Но время летит, и почти час обеда приходит. Мы опоздали зайти в этот дом, которого наружность вовсе непривлекательна. Здесь большой двор, заваленный сором и дровами; позади огород с простыми овощами, а под домом большой подъезд с перилами, как водилось у наших дедов. Войдя в дом, мы могли бы увидеть в прихожей слуг оборванных, грубых и пьяных, которые от утра до ночи играют в карты. Комнаты без обоев, стулья без подушек, на одной стене большие портреты в рост царей русских, а напротив – Юдифь, держащая окровавленную голову Олоферна над большим серебряным блюдом, и обнаженная Клеопатра с большой змиею – чудесные произведения кисти домашнего маляра.

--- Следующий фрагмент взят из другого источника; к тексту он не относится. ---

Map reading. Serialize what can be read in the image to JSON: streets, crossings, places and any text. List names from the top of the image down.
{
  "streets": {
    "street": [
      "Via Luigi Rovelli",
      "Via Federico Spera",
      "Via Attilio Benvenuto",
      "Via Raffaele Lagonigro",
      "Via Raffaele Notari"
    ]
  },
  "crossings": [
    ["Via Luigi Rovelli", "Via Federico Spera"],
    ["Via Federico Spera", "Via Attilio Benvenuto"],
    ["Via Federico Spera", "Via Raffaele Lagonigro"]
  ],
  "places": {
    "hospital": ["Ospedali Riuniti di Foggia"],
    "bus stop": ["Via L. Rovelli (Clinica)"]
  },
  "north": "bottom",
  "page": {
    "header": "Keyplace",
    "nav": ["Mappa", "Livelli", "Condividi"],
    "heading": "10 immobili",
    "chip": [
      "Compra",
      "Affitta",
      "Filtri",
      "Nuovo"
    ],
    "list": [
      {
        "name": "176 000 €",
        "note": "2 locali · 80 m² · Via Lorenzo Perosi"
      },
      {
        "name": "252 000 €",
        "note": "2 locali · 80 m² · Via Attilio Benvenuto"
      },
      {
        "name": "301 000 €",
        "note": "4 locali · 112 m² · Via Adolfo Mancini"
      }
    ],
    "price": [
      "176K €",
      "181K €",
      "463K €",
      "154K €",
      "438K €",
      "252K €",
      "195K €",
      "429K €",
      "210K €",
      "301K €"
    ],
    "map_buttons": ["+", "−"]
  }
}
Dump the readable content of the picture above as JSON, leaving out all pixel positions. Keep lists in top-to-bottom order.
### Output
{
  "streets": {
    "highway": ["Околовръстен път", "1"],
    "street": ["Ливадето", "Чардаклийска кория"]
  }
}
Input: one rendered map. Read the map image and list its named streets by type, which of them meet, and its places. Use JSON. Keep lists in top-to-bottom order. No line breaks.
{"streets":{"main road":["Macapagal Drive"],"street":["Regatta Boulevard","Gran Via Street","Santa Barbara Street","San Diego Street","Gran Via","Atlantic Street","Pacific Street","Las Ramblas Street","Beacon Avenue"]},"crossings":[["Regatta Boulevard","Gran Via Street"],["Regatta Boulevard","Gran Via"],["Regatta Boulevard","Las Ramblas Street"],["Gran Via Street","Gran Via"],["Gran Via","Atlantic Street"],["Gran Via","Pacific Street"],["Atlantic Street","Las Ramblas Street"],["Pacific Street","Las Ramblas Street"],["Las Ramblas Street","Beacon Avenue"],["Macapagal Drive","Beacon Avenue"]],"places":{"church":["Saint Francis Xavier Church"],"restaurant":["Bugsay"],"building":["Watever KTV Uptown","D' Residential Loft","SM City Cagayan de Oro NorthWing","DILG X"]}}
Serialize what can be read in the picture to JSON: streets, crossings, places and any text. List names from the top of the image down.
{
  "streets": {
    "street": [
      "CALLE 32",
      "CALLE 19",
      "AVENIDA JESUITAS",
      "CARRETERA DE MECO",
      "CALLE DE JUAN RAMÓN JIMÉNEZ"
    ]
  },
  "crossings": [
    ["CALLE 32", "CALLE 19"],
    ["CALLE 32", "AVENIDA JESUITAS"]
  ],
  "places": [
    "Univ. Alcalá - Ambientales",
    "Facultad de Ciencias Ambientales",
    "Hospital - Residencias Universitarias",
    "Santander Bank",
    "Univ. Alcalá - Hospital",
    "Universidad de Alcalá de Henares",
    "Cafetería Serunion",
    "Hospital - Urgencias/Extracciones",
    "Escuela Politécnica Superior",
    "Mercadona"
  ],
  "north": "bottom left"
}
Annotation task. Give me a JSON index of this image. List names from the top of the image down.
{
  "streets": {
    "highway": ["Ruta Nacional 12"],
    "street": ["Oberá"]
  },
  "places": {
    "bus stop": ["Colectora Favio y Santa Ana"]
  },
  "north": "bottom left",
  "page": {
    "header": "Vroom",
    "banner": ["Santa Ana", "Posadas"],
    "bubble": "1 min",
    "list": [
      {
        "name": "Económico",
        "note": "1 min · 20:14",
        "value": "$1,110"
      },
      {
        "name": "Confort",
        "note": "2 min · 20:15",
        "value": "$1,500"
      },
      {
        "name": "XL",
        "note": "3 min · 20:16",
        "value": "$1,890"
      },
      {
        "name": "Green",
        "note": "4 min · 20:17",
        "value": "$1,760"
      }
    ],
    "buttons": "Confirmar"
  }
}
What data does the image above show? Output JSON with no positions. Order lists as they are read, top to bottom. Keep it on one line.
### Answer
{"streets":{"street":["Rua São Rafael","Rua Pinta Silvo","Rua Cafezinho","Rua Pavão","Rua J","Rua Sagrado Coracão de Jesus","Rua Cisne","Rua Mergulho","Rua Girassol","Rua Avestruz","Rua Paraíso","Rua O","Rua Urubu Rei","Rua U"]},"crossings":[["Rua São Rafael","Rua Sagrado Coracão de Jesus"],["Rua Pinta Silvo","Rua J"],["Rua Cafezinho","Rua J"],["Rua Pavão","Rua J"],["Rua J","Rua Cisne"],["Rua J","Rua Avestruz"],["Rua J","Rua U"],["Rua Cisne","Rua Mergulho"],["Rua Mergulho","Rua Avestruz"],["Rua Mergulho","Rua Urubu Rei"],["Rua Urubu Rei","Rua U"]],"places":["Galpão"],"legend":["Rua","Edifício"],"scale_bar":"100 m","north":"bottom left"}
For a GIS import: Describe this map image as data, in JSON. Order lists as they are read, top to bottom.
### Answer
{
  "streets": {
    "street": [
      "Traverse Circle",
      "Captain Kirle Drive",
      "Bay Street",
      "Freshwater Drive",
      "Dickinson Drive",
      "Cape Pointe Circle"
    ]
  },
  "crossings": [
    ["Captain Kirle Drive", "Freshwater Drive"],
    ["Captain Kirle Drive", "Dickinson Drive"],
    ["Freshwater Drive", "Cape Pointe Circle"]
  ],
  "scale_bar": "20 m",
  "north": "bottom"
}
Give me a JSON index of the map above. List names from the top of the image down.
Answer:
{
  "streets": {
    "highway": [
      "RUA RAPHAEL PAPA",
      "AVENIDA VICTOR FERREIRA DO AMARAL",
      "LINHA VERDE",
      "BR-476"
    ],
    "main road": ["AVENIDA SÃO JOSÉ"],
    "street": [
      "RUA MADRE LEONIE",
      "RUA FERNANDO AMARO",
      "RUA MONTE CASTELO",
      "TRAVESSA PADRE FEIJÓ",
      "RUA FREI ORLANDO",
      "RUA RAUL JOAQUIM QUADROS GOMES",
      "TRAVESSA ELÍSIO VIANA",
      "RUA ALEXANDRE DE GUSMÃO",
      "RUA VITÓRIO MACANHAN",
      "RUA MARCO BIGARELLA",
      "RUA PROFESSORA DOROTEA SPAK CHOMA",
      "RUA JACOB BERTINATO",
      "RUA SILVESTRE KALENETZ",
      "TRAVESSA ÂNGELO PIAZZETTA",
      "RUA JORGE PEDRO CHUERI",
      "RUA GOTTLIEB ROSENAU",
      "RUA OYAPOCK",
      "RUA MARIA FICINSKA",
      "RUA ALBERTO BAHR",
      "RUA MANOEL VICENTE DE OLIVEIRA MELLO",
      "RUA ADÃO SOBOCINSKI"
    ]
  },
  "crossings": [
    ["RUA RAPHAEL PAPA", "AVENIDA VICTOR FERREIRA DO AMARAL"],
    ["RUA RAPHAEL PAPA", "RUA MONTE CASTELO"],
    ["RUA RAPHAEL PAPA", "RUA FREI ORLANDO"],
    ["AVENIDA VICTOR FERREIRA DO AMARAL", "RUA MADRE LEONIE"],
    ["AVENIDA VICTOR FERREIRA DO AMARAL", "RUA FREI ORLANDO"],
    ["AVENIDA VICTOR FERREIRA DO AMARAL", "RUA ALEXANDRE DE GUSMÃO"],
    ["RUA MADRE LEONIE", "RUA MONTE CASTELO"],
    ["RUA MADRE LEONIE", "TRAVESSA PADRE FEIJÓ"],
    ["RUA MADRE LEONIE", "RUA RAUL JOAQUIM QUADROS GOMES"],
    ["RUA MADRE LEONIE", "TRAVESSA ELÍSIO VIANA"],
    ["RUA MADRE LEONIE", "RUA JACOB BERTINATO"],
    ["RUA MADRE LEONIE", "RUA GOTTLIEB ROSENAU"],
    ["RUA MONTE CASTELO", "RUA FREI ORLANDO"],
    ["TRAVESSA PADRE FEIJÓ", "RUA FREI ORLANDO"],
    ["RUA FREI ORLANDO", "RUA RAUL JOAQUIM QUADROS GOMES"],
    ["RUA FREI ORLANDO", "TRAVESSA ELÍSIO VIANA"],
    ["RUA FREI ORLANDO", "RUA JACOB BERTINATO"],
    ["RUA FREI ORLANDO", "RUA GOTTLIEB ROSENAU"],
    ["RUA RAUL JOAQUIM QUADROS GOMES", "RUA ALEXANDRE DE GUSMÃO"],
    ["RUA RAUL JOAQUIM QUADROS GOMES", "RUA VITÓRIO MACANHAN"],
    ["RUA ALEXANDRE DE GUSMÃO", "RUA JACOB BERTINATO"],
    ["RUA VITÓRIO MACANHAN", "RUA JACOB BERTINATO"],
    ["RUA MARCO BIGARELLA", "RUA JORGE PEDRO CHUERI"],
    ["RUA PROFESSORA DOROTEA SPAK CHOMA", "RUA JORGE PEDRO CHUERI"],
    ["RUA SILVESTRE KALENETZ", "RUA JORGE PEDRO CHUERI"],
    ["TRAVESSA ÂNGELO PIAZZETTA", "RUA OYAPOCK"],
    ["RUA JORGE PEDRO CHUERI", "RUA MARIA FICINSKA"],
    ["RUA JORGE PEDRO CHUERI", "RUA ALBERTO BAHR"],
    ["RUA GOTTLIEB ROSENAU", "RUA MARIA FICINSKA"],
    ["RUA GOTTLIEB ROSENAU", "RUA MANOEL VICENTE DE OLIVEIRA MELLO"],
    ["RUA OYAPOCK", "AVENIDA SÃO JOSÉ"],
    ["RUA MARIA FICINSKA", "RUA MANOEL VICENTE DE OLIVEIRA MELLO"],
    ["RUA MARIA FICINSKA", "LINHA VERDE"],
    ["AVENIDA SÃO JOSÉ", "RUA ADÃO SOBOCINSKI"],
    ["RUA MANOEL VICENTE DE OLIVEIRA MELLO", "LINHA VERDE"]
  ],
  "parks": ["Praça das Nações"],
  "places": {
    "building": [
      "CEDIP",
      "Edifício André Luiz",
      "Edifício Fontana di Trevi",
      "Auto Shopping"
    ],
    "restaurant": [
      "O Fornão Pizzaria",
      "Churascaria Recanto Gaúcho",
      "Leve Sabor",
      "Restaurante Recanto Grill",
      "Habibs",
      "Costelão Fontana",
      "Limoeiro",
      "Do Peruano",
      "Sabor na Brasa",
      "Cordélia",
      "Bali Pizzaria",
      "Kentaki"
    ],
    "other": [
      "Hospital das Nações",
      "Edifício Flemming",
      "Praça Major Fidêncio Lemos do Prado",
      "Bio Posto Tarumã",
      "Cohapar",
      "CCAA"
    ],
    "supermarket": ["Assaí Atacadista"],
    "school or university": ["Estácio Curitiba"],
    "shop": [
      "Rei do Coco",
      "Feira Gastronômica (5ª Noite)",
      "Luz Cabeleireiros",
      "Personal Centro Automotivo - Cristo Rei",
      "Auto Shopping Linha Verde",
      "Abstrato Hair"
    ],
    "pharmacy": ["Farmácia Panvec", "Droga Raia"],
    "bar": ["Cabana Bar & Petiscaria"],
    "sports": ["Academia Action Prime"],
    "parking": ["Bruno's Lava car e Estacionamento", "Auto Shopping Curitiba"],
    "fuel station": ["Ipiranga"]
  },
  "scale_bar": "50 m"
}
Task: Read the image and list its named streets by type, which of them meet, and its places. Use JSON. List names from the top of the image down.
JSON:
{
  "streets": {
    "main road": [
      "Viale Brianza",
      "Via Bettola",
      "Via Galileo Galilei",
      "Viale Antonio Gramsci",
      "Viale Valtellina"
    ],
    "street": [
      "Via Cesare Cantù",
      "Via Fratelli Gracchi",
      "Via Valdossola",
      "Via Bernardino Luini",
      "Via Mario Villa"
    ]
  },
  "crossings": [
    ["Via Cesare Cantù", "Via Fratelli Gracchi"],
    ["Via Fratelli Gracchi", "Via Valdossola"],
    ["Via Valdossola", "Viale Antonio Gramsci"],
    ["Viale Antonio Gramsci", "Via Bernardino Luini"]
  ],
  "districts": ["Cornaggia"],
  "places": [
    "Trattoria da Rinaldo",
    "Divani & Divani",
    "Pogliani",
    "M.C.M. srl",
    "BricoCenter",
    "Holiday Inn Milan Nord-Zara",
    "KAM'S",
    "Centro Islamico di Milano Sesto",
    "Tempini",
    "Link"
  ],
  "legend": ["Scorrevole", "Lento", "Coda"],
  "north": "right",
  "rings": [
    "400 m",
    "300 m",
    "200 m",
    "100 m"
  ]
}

Сквозь окны мы можем видеть накрытый стол, на котором стоят щи, каша в горшках, грибы и бутылки с квасом. Хозяин в тулупе, хозяйка в салопе; по правую сторону приходский поп, приходский учитель и шут, а по левую – толпа детей, старуха-колдунья, мадам и гувернер из немцев. О! это дом старого москвича, богомольного князя, который помнит страх божий и воеводство. Пойдем далее. Вот маленький деревянный дом, с палисадником, с чистым двором, обсаженным сиренями, акациями и цветами. У дверей нас встречает учтивый слуга не в богатой ливрее, но в простом опрятном фраке. Мы спрашиваем хозяина: войдите! Комнаты чисты, стены расписаны искусной кистью, а под ногами богатые ковры и пол лакированный. Зеркала, светильники, кресла, диваны – все прелестно и кажется отделано самим богом вкуса. Здесь и общество совершенно противно тому, которое мы видели в соседнем доме. Здесь обитает приветливость, пристойность и людскость. Хозяйка зовет нас к столу: мы сядем, где хотим, без принуждения, и, может быть, развеселенный старым вином, я скажу, только не вслух:
Налейте мне еще шампанского стакан,
Я сердцем славянин – желудком галломан!
Вот ударило шесть часов: мы можем идти в театр. Я скажу тебе, что я видел в Петербурге дурных актеров, слышал на сцене нестройные крики, провинциальное наречие, видел кривляния, подлые жесты и самые дурные навыки, видел, что актер не умел и не хотел понимать своей роли, читал в глазах его самое глубокое невежество; одним словом, я видел русскую комедию, русскую трагедию и оперу; видел и сказал: «может ли что быть хуже этого?» Теперь, побывав в московском театре, могу смело отвечать самому себе: «может! – и есть хуже!» Здесь опера не хороша, комедия еще хуже, а трагедия и еще хуже комедии. Но французские актеры не лучше русских. Я видел Тезея, которому мне хотелось сказать: «Братец, вычисти мне сапоги!» Я бьюся об заклад, что он был честный артист-décrotteur87
и, постепенно переходя из состояния в состояние, сделался, наконец, актером, вопреки уму и природе, и теперь весьма спокойно тиранит стихи Ивана Расина в белокаменной Москве. Я видел Ипполита, сего дикого скифа, которому в уста бессмертный автор Федры вложил прекраснейшие стихи, я видел сего гордого Ипполита в самом жалком положении: черные его волосы, которые до сих пор, падая по высокому стройному челу, вились кудрями подобно кудрям Аполлона Бельведерского, сии волосы – порыжели! чистые пламенные глаза его сделались от времени свинцовыми. Конечно, наш скиф немного поразвратился. Ноги и руки жалким образом высохли и пожелтели. Голос звонкий, чистый, голос девственника Ипполита, сделался вял, тяжел и совершенно охрип. Одним словом, Ипполит Расинов или Эврипидов превратился в бедного Фаржа, француза, который живет на Кузнецком мосту в магазине духов и помад.